Stupid experiment, waste of time and money just to get what I consider to be a predetermined outcome. The best thing this brought about of the cessation of adult trout being stocked. This is why you are seeing the wild browns. Hopefully it becomes class a. Lancaster can use some more. Also on the landowner posting if stocking is stopped, a little birdy chipped a possible reg like lititz run in the c&r area. Good enough of me.

Well I was kidding about them being a food source. I'm sure they are...but that's an unintentional side effect. I don't know enough about the reasons why they are stocked to weigh in too strongly with an opinion. Of course I prefer wild trout, but not everyone shares that so I just roll with it. There's other streams I can fish that aren't stocked.

Maybe Mike can weigh in on what PFBC thinks of the stocking so far from their perspective.

Jeff
 
As for the cessation of adult trout stocking resulting in the appearance of wild browns, wild browns were present (in very low numbers) for at least a couple of decades. Their probable gradual increase may have been related to the reduction in adult stocking (way too many fish were being stocked) that occurred over a decade ago and/or the habitat work, including the riparian vegetation enhancement, that occurred just prior to that time. This has been discussed here before.

It is improbable that the wild brown trout population rose from some substantially depressed level and reached the biomass equivalent of Class A within a year and a quarter once adult stocking ended after the spring stocking of 2012. Adding to the improbability is that large numbers of nearly adult size RT fingerlings (7.25 inches) were stocked in fall, 2012, amounting to many, many more than the number of adult trout that the PFBC had been stocking in the stream and creating a competitive force of their own.

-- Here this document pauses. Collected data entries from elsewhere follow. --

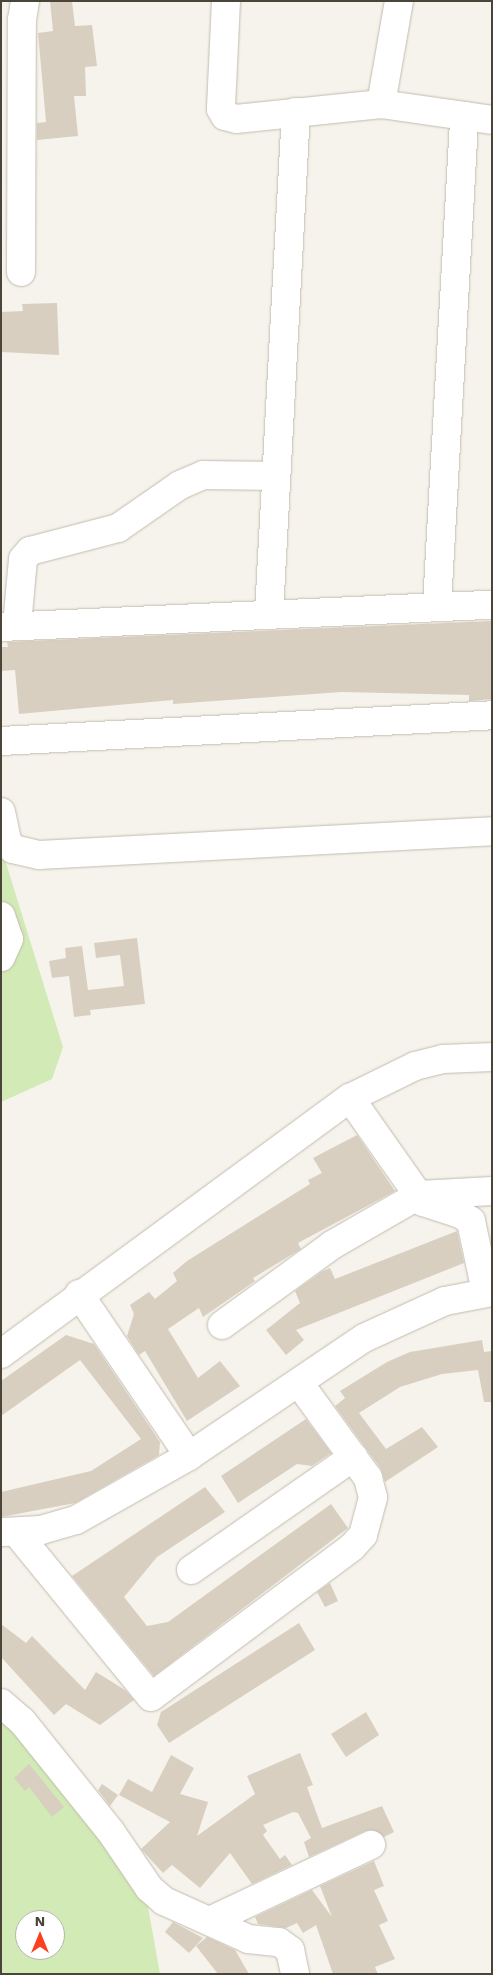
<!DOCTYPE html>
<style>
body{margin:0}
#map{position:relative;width:493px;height:1975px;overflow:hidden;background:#f6f3ec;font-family:"Work Sans",sans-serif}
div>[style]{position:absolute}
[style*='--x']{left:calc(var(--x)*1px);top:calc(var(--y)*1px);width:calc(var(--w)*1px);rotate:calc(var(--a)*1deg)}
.green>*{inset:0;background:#d2eab5}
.building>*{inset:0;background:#d8cfc1}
.roads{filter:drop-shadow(0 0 1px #c2bbae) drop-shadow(0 0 1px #c2bbae)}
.minor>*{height:28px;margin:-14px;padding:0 14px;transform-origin:14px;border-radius:14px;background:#fff}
span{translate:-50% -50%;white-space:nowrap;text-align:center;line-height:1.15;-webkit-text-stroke:4px #fff;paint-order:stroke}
.frame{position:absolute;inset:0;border:2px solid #4b4439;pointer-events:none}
.north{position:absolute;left:15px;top:1910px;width:50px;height:50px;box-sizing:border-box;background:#fff;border:1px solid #b7b4b0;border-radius:50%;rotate:0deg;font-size:14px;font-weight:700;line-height:20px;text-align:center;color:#4b4439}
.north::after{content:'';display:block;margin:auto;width:18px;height:22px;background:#fc3f1d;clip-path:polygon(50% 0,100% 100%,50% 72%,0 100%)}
</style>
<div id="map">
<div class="green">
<div style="clip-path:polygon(1px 847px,63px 1047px,52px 1079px,1px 1102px)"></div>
<div style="clip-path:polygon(evenodd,1px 1705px,138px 1851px,160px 1974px,1px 1974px,1px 1705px,25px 1920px,55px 1920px,55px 1950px,25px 1950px,25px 1920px)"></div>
</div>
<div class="building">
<div style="clip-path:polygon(50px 1px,72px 1px,75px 26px,92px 25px,97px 66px,85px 67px,86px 96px,74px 96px,78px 136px,37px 140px,37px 123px,46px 122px,38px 33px,53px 31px)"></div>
<div style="clip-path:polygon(57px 303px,59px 355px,1px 352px,1px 312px,23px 311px,22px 304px)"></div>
<div style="clip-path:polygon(492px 621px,492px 699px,469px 701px,469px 695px,342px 692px,173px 704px,173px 700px,19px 714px,15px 670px,1px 671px,1px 647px,8px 647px,7px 642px)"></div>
<div style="clip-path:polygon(137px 938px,145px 1004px,90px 1010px,91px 1015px,74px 1017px,69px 976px,52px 978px,49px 961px,66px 958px,65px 948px,82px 946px,88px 990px,124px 986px,120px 955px,96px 958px,94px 943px)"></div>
<div style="clip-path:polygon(357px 1135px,395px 1191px,298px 1243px,301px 1249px,253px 1278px,255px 1281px,203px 1317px,199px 1308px,168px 1329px,198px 1378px,220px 1361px,240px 1386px,187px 1421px,145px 1351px,139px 1355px,127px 1336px,134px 1314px,130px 1305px,149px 1292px,155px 1299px,177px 1281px,173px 1273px,187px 1261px,310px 1184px,308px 1180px,322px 1173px,313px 1158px)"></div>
<div style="clip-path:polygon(457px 1231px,464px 1263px,296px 1330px,304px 1340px,286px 1355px,266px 1330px,300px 1303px,295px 1291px,323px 1271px,330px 1268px,335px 1279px)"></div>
<div style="clip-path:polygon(66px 1335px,94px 1344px,160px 1442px,159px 1455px,75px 1503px,1px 1517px,1px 1492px,91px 1471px,141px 1439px,80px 1360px,1px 1416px,1px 1381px)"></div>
<div style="clip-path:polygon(482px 1340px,484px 1352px,492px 1351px,492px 1402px,484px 1402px,478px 1370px,442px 1374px,400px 1387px,359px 1413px,386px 1449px,422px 1427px,438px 1447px,385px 1482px,381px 1469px,335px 1406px,345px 1398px,340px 1391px,387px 1362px,410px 1352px)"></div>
<div style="clip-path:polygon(306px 1419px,331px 1453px,312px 1466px,297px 1464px,238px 1503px,221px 1476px)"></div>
<div style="clip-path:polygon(205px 1487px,225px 1512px,157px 1557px,124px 1597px,147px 1626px,168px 1622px,331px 1504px,348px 1528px,154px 1676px,72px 1576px)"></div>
<div style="clip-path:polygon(330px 1583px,338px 1601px,325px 1607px,317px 1592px)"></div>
<div style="clip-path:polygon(299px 1623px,315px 1650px,169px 1743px,157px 1725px,161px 1712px)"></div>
<div style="clip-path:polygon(1px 1624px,26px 1643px,32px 1636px,85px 1690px,96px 1672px,125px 1690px,134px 1700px,100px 1725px,66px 1704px,54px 1715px,1px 1657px)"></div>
<div style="clip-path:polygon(366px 1712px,379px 1735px,346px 1757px,331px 1734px)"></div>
<div style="clip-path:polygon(300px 1753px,313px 1785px,307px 1787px,322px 1828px,382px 1806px,394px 1832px,384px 1837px,373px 1830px,365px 1831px,309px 1857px,304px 1842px,311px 1838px,298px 1813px,293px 1812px,263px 1825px,267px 1831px,263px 1835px,280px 1859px,285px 1855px,292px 1865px,252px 1884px,230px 1853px,200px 1888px,172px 1865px,163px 1873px,141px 1849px,170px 1822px,119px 1795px,128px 1779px,152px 1792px,171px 1755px,194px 1768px,180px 1794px,208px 1802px,197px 1836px,255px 1794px,247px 1776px)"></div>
<div style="clip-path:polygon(29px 1764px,64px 1807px,52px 1817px,29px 1787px,25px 1791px,14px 1778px)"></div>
<div style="clip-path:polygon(102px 1784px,118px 1795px,110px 1806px,98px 1790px)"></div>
<div style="clip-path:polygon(374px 1861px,384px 1886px,374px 1890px,388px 1921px,379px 1925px,395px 1959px,375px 1967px,378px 1974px,333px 1974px,316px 1925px,303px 1933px,297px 1923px,286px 1928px,258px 1924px,255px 1917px,312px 1890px,332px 1917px,320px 1886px)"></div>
<div style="clip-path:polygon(173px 1922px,203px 1938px,189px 1953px,165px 1932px)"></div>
<div style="clip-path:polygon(207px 1937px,235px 1950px,249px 1974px,218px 1974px,196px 1946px)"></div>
</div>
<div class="roads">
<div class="minor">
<div style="--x:226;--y:1;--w:108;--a:92.7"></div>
<div style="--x:221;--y:109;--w:8;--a:60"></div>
<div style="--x:225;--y:116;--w:11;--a:15"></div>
<div style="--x:236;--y:119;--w:146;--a:-5.9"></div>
<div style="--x:381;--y:104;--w:112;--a:8.2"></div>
<div style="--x:381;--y:104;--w:105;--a:-80.1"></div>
<div style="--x:21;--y:272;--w:252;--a:-89.8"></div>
<div style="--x:22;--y:20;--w:19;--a:-81"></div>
<div style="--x:437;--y:605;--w:490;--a:-86.8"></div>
<div style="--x:269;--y:613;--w:502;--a:-86.92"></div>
<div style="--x:17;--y:625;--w:66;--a:-84.8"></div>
<div style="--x:23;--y:559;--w:11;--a:-49"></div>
<div style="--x:30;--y:551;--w:91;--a:-14.6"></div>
<div style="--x:118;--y:528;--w:75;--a:-34.7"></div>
<div style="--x:180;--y:485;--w:25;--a:-23"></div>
<div style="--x:203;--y:475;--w:73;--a:0.8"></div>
<div style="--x:1;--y:627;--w:491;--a:-2.6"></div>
<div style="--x:1;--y:741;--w:492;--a:-3"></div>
<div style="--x:1;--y:812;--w:30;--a:78"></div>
<div style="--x:7;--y:841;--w:10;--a:53"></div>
<div style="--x:13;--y:849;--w:27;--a:13"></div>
<div style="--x:39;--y:855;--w:454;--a:-3"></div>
<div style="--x:1;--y:916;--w:24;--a:71"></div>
<div style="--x:9;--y:939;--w:20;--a:114"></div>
<div style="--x:350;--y:1098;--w:127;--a:54.9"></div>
<div style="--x:423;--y:1202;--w:39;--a:18"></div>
<div style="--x:460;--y:1214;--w:13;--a:32"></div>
<div style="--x:471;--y:1221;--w:73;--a:78.1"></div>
<div style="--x:79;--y:1294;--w:196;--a:55.8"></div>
<div style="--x:222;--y:1325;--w:136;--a:-36"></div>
<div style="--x:332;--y:1245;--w:100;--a:-29.9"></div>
<div style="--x:419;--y:1195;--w:73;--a:-3.1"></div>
<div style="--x:1;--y:1354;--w:433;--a:-36.3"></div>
<div style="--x:350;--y:1098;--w:72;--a:-26.2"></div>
<div style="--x:415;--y:1066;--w:29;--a:-14"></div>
<div style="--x:443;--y:1059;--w:49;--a:-2.3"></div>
<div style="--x:3;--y:1532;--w:38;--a:-3"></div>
<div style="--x:41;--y:1530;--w:36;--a:-16"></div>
<div style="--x:76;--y:1520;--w:130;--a:-29.5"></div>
<div style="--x:189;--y:1456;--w:211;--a:-34"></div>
<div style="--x:364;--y:1338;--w:89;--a:-24.6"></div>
<div style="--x:445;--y:1301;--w:48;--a:-10.8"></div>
<div style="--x:16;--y:1532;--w:213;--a:50.7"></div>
<div style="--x:151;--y:1697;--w:251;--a:-36.7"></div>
<div style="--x:352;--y:1547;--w:16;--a:-47"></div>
<div style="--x:363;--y:1535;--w:39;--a:-75"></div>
<div style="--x:373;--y:1497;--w:20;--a:-105"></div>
<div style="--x:368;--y:1478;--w:117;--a:-126"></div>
<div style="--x:191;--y:1570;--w:198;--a:-34.9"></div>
<div style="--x:1;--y:1703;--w:28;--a:41"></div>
<div style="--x:22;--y:1721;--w:142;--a:51.3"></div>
<div style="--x:111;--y:1832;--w:68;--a:55.8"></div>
<div style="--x:149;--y:1888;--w:20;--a:41"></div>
<div style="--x:164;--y:1901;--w:92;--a:24.3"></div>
<div style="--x:248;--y:1939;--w:31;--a:6"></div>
<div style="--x:279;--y:1942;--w:14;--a:36"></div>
<div style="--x:290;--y:1950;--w:25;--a:78"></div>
<div style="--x:212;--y:1920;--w:176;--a:-25.3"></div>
</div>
</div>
<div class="frame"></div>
<div class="north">N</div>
</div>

Additionally, the drivers of the Class A equivalent biomass found in summer, 2013 were wild browns that had been exposed to adult stockings. The only ones that had not been exposed to adult hatchery trout stockings were from the fish spawned in fall, 2012. At the time of the summer, 2013 survey the fish produced from the fall, 2012 spawning activities were only 2-3 inches long, amounting to a minor component of the biomass. Ultimately, this appears to be another wild brown trout population that reached the equivalent of Class A status, at least for one summer, in spite of a stocking program.
 
Actually around 2003 or so there was a very good population of wild browns. This really is nothing new.
 
I also remember that when the dh ffo regs changed to catch and release ffo the stocking was cut in half to only during the spring or fall, can't remember which. Shortly before or after, due to landowner postings, above 772 was taken off the reg season stocking list.

All those cuts in stockings, it's no surprise the ever present wild brown population is nearing class a.
 
geebee wrote:
Chaz wrote:
Why do people use gravid to describe trout, they cannot get pregnant and the eggs aren't fertile when they are in the body. To me it's a mis-use of the word. Mike?

why's that Chaz - i was told on another thread some time ago that the State does not stock Triploid trout, so all can reproduce...
I was referring to the meaning of Gravid, not whether or not stocked fish can reproduce.